### Requirement
Since only the total is wanted, give the number of lines in the listing below that hold the string "canvas" and add nothing.

### The records
━━━━━━━━━━

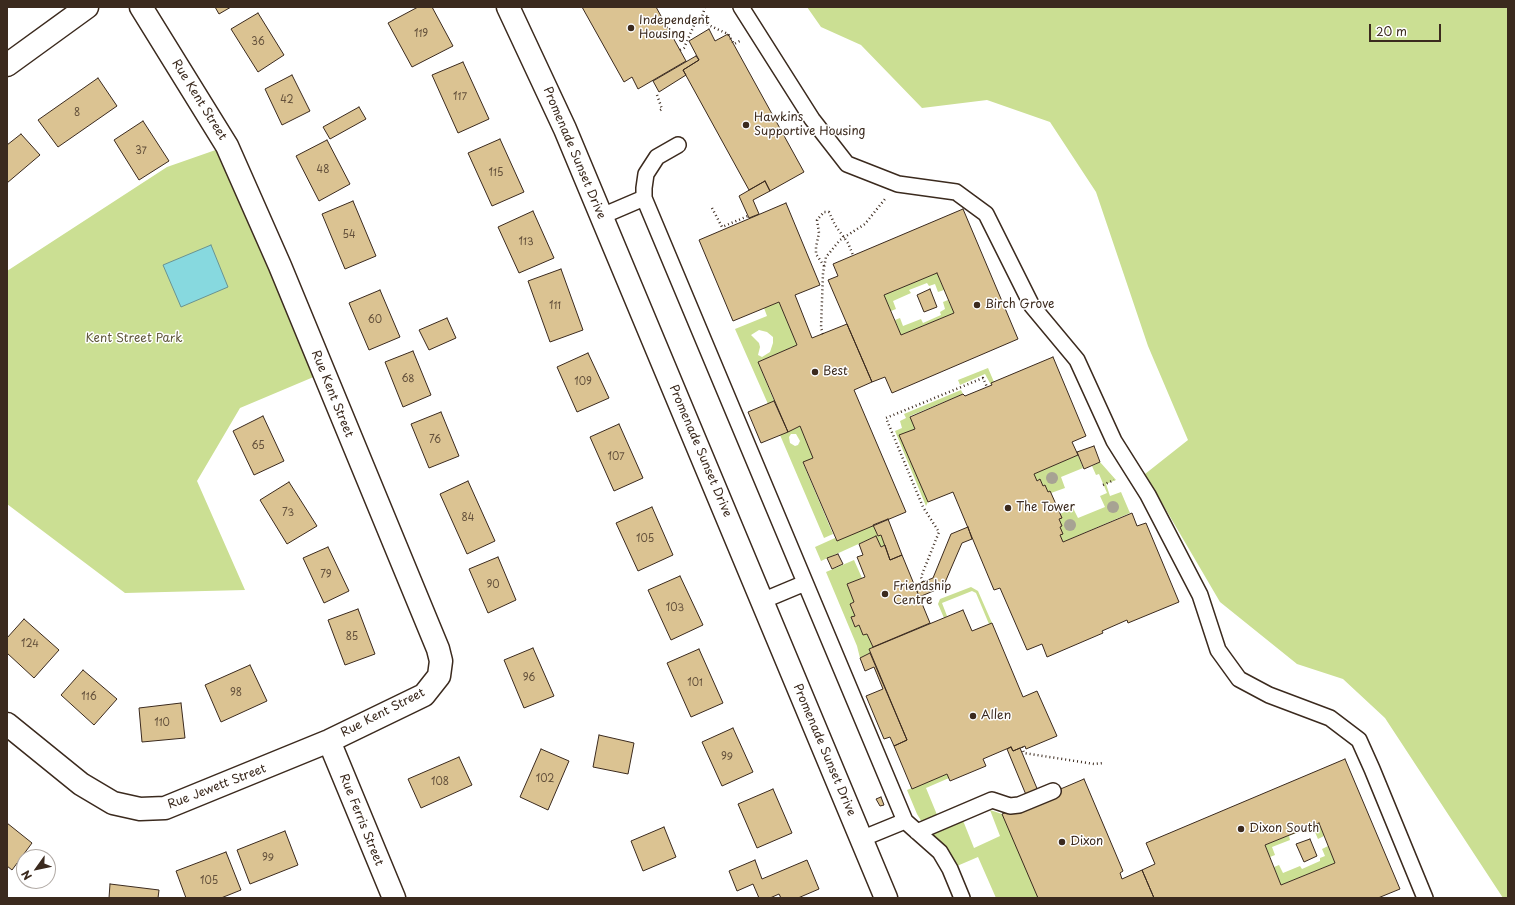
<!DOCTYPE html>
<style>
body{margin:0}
#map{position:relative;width:1515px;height:905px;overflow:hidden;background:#fff;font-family:"Playpen Sans",sans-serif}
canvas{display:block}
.frame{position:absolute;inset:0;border:8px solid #3b2a1e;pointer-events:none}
.north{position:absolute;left:16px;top:849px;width:40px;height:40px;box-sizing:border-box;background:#fff;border:1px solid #b1aaa5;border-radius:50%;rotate:237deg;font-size:11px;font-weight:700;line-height:16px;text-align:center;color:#3b2a1e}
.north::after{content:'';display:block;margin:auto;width:14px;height:18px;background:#3b2a1e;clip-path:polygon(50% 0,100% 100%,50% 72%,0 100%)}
.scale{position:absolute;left:1369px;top:24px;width:72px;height:18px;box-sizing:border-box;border:2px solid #3b2a1e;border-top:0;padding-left:5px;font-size:12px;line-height:14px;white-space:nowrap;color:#3b2a1e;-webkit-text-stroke:3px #fff;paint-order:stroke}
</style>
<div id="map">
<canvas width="1515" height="905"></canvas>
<div class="frame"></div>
<div class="north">N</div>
<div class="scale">20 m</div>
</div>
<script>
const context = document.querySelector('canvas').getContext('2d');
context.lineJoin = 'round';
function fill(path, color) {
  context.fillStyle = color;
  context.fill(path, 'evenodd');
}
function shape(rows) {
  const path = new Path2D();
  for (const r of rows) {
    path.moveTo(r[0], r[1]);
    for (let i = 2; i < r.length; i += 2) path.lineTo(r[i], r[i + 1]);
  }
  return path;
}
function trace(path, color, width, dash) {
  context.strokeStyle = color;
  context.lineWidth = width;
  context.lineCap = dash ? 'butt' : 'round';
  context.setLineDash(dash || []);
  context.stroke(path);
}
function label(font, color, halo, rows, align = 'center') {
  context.font = font + ' "Playpen Sans",sans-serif';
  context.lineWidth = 3;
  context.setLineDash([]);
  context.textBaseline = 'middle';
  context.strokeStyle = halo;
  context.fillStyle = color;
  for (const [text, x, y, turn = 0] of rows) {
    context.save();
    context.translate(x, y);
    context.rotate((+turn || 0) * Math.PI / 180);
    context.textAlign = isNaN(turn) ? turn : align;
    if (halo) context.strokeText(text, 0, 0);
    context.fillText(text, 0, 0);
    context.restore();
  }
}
const green = shape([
 [807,7,1508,7,1508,898,1503,898,1385,718,1343,679,1297,664,1220,602,1145,474,1188,440,1148,346,1096,192,1050,122,987,100,922,108,861,45,821,27],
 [227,146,323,373,240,408,197,481,245,590,125,593,7,504,7,271,167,167],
 [937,273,944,290,938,292,935,284,929,286,927,283,909,290,911,293,893,301,896,309,891,311,884,295],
 [948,300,954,313,901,335,895,320,900,318,903,326,921,319,923,323,941,315,940,312,945,309,943,302],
 [779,302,797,345,758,362,774,401,768,404,735,329,767,316,764,308],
 [759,330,767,332,773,337,773,343,770,352,762,357,758,355,760,347,759,343,751,335],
 [988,368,994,382,991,383,991,385,985,374,960,385,958,380],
 [961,390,963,394,910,416,915,429,900,435,928,502,926,506,895,431,902,428,900,421,906,418,904,414],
 [800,426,813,458,803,463,833,534,824,538,780,435],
 [791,434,796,434,800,441,798,445,795,446,790,443,789,437],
 [1078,455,1083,468,1061,477,1065,488,1051,493,1050,491,1048,492,1045,485,1043,486,1040,479,1037,481,1034,474],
 [1100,462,1116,480,1106,484,1110,496,1121,492,1130,513,1063,542,1060,535,1060,527,1062,526,1059,519,1062,518,1060,514,1073,508,1078,518,1105,507,1100,496,1107,493,1099,474,1096,475,1092,466],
 [873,525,878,536,881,535,885,545,881,547,876,536,821,561,815,547,835,538,837,541],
 [854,560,862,578,847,584,854,602,850,604,855,616,851,618,855,627,859,625,863,635,867,634,873,647,869,649,870,653,860,658,857,646,826,572],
 [971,587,978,591,992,623,989,624,976,593,972,591,942,603,947,616,944,618,938,604,940,599],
 [947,774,949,778,926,788,940,822,960,813,974,848,1000,836,990,810,1002,814,1044,898,996,898,978,857,950,869,917,814,907,790],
 [1319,823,1324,836,1318,839,1314,830,1308,833,1306,829,1289,836,1290,840,1272,847,1275,855,1270,857,1265,845],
 [1328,846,1335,863,1281,885,1274,867,1279,865,1283,873,1300,866,1302,869,1320,861,1320,858,1325,856,1322,849]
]);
const water = shape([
 [211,245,228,287,181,307,163,265,211,245]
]);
const building = shape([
 [215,7,231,7,219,14,215,7],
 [418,7,432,7,453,46,412,67,388,23,418,7],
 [582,7,656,7,686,61,638,89,632,77,624,82,582,7],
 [258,13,284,55,258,72,231,29,258,13],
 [709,29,715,41,728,34,804,172,770,191,765,181,749,190,683,70,699,60,689,41,709,29],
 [696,56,699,60,683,70,686,75,659,92,653,81,696,56],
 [463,62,489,119,458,133,432,75,463,62],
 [292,75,310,111,282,125,265,89,292,75],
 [98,78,117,106,58,147,38,120,98,78],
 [359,107,366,119,330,139,323,127,359,107],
 [143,121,169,161,139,180,114,140,143,121],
 [21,134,40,155,7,183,7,145,21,134],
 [500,139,524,192,492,206,468,153,500,139],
 [327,140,350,184,319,201,296,156,327,140],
 [765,181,770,191,753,200,759,214,749,218,739,196,765,181],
 [353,201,376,256,345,269,322,214,353,201],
 [786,203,820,285,795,295,812,338,847,324,872,382,854,390,906,512,837,541,803,462,813,458,800,426,788,432,758,362,797,345,779,302,733,321,699,240,786,203],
 [963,209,1018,339,892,393,885,377,872,382,828,280,838,276,833,264,963,209],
 [937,273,954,313,901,335,884,295,937,273],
 [533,211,554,258,519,273,498,227,533,211],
 [561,269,583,330,550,342,528,281,561,269],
 [930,289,937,307,924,312,917,295,930,289],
 [380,290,400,337,369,350,349,303,380,290],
 [447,318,456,338,429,350,419,330,447,318],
 [413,351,431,395,403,407,385,362,413,351],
 [588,353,609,398,577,412,557,367,588,353],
 [1053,357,1086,436,1072,442,1078,455,1034,474,1037,481,1040,479,1043,486,1045,485,1048,492,1050,491,1051,493,1062,518,1059,519,1062,526,1060,527,1063,534,1060,535,1063,542,1132,513,1137,526,1146,523,1179,602,1128,623,1127,620,1102,631,1103,633,1047,657,1042,644,1027,650,1000,588,994,590,953,492,928,502,899,435,915,429,910,417,963,394,965,396,987,387,992,385,991,383,1053,357],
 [774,401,788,432,761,443,748,412,774,401],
 [441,412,459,456,429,468,411,424,441,412],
 [263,416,284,461,254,475,233,431,263,416],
 [619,424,643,478,614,491,590,437,619,424],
 [1094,446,1100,462,1084,469,1077,452,1094,446],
 [468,481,495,541,467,554,440,494,468,481],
 [289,482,317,526,287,544,260,500,289,482],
 [652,507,673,555,638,571,616,523,652,507],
 [888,519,902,555,890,560,881,535,878,536,873,525,888,519],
 [968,527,972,539,962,543,943,587,919,597,915,585,933,578,951,534,968,527],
 [876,536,881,547,885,545,890,560,902,555,930,623,873,647,867,634,863,635,859,625,855,627,851,617,855,616,850,604,854,602,847,584,865,577,857,557,863,555,859,544,876,536],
 [328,547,349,591,324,603,303,558,328,547],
 [838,554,843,564,832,569,827,558,838,554],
 [498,557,516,600,488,613,469,569,498,557],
 [680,576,703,625,671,640,648,590,680,576],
 [358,609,375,654,345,665,328,620,358,609],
 [963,610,972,631,992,623,1023,697,1037,691,1057,736,1026,749,1025,746,1013,751,1011,747,983,759,986,766,950,781,947,774,912,789,894,746,907,740,869,649,963,610],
 [24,619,59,650,34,678,7,653,7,638,24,619],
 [533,648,554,696,524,708,504,660,533,648],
 [699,649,723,703,691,717,667,663,699,649],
 [870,653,907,740,894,746,890,737,884,739,866,696,883,689,874,667,865,671,860,658,870,653],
 [250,665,267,701,221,722,205,685,250,665],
 [83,670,117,699,94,725,61,695,83,670],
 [181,703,185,738,142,742,139,708,181,703],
 [733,728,753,772,722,786,702,742,733,728],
 [599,735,634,743,628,774,593,767,599,735],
 [1011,747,1013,751,1020,748,1041,798,1029,802,1007,749,1011,747],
 [541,749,569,761,548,810,520,797,541,749],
 [459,757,472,785,421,808,408,779,459,757],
 [1345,759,1400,889,1378,898,1154,898,1142,870,1155,864,1146,843,1345,759],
 [1319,823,1335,863,1281,885,1265,845,1319,823],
 [1084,779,1123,871,1120,873,1122,879,1142,870,1154,898,1038,898,1002,814,1084,779],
 [773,789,792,833,757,848,738,804,773,789],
 [881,797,884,805,880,806,876,799,881,797],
 [7,823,32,843,12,870,7,866,7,823],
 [664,827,676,857,643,871,631,841,664,827],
 [285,831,298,865,250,884,237,850,285,831],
 [1310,839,1317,856,1304,862,1296,844,1310,839],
 [226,852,241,890,221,898,186,898,176,871,226,852],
 [755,860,762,879,807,860,819,889,798,898,781,898,779,894,770,898,759,898,753,884,737,891,729,871,755,860],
 [110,884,159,890,158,898,109,898,110,884]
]);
const path = shape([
 [705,7,702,17,704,23,728,34,734,44,740,41],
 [680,50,684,48,695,23,702,19],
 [657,95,662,109,659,111],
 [712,208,722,227,748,216],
 [824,266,816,254,816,247,819,233,817,220,824,212,829,212,835,225,848,243,853,255],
 [823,334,821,328,823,273,826,257,840,240,865,224,885,199],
 [1103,485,1114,480],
 [923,582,921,577,939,532,923,507,886,418,983,378,987,387],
 [1022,747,1024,753,1094,764,1103,763]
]);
const service = shape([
 [741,7,812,119,847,164,898,184,956,192,986,214,1032,306,1077,360,1114,441,1148,495,1200,595,1218,650,1239,679,1269,695,1330,718,1359,740,1372,769,1425,898],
 [644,198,644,188,646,174,657,157,678,145],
 [602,216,644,198,905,821,940,852,950,869,962,898],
 [762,601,805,583],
 [917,832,992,800,1010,806,1019,805,1053,791],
 [861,839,905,821]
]);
const minor = shape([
 [7,65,87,7],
 [7,724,81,784,113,803,140,809,165,808,329,741,424,695,439,676,441,661,438,649,280,266,227,146,141,7],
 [329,741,394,898]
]);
const tertiary = shape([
 [508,7,565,129,886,898]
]);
const trees = [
 [1052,478],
 [1113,507],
 [1070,525]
];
const markers = [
 [631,28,4,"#3b2a1e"],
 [746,125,4,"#3b2a1e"],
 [977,305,4,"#3b2a1e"],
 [815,372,4,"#3b2a1e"],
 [1008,508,4,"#3b2a1e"],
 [885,594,4,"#3b2a1e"],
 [973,716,4,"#3b2a1e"],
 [1241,829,4,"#3b2a1e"],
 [1062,842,4,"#3b2a1e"]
];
const numberNames = [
 ["119",421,34],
 ["36",258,42],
 ["117",460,97],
 ["42",287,100],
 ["8",77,113],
 ["37",141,151],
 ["48",323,170],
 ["115",496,173],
 ["54",349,235],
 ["113",526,242],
 ["111",555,306],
 ["60",375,320],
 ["68",408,379],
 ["109",583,382],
 ["76",435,440],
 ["65",258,446],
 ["107",616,457],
 ["73",288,513],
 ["84",468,518],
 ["105",645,539],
 ["79",326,575],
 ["90",493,585],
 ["103",675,608],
 ["85",352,637],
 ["124",30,644],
 ["96",529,678],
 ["101",695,683],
 ["98",236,693],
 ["116",89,697],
 ["110",162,723],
 ["99",727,757],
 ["102",545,779],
 ["108",440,782],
 ["99",268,858],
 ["105",209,881]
];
const poiNames = [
 ["Independent",639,21],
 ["Housing",639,35],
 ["Hawkins",754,118],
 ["Supportive Housing",754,132],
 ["Birch Grove",985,305],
 ["Best",823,372],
 ["The Tower",1016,508],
 ["Friendship",893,587],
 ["Centre",893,601],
 ["Allen",981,716],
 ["Dixon South",1249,829],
 ["Dixon",1070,842]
];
const streetNames = [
 ["Rue Kent Street",199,100,58],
 ["Promenade Sunset Drive",574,153,67],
 ["Rue Kent Street",332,394,68],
 ["Promenade Sunset Drive",700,451,67],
 ["Rue Kent Street",383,713,-27],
 ["Promenade Sunset Drive",824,750,67],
 ["Rue Jewett Street",217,787,-21],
 ["Rue Ferris Street",361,820,68]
];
const parkNames = [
 ["Kent Street Park",134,339]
];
fill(green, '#cbdf93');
fill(water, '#87d9df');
trace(water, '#699392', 1);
fill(building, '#dbc392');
trace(building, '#3b2a1e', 1);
trace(service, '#3b2a1e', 18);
trace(minor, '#3b2a1e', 25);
trace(tertiary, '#3b2a1e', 25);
trace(path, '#3b2a1e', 2.5, [1, 3]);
trace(service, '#fff', 15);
trace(minor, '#fff', 22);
trace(tertiary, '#fff', 22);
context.fillStyle = '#a7a393';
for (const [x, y] of trees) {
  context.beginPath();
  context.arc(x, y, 6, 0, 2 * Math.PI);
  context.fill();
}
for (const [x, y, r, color] of markers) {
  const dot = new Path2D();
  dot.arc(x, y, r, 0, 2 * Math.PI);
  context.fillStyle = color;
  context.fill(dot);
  trace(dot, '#fff', 1.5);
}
label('10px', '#63503b', null, numberNames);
label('12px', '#3b2a1e', '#fff', poiNames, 'left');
label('12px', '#3b2a1e', '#fff', streetNames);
label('12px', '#5f573b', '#fff', parkNames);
</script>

━━━━━━━━━━

### Reply
3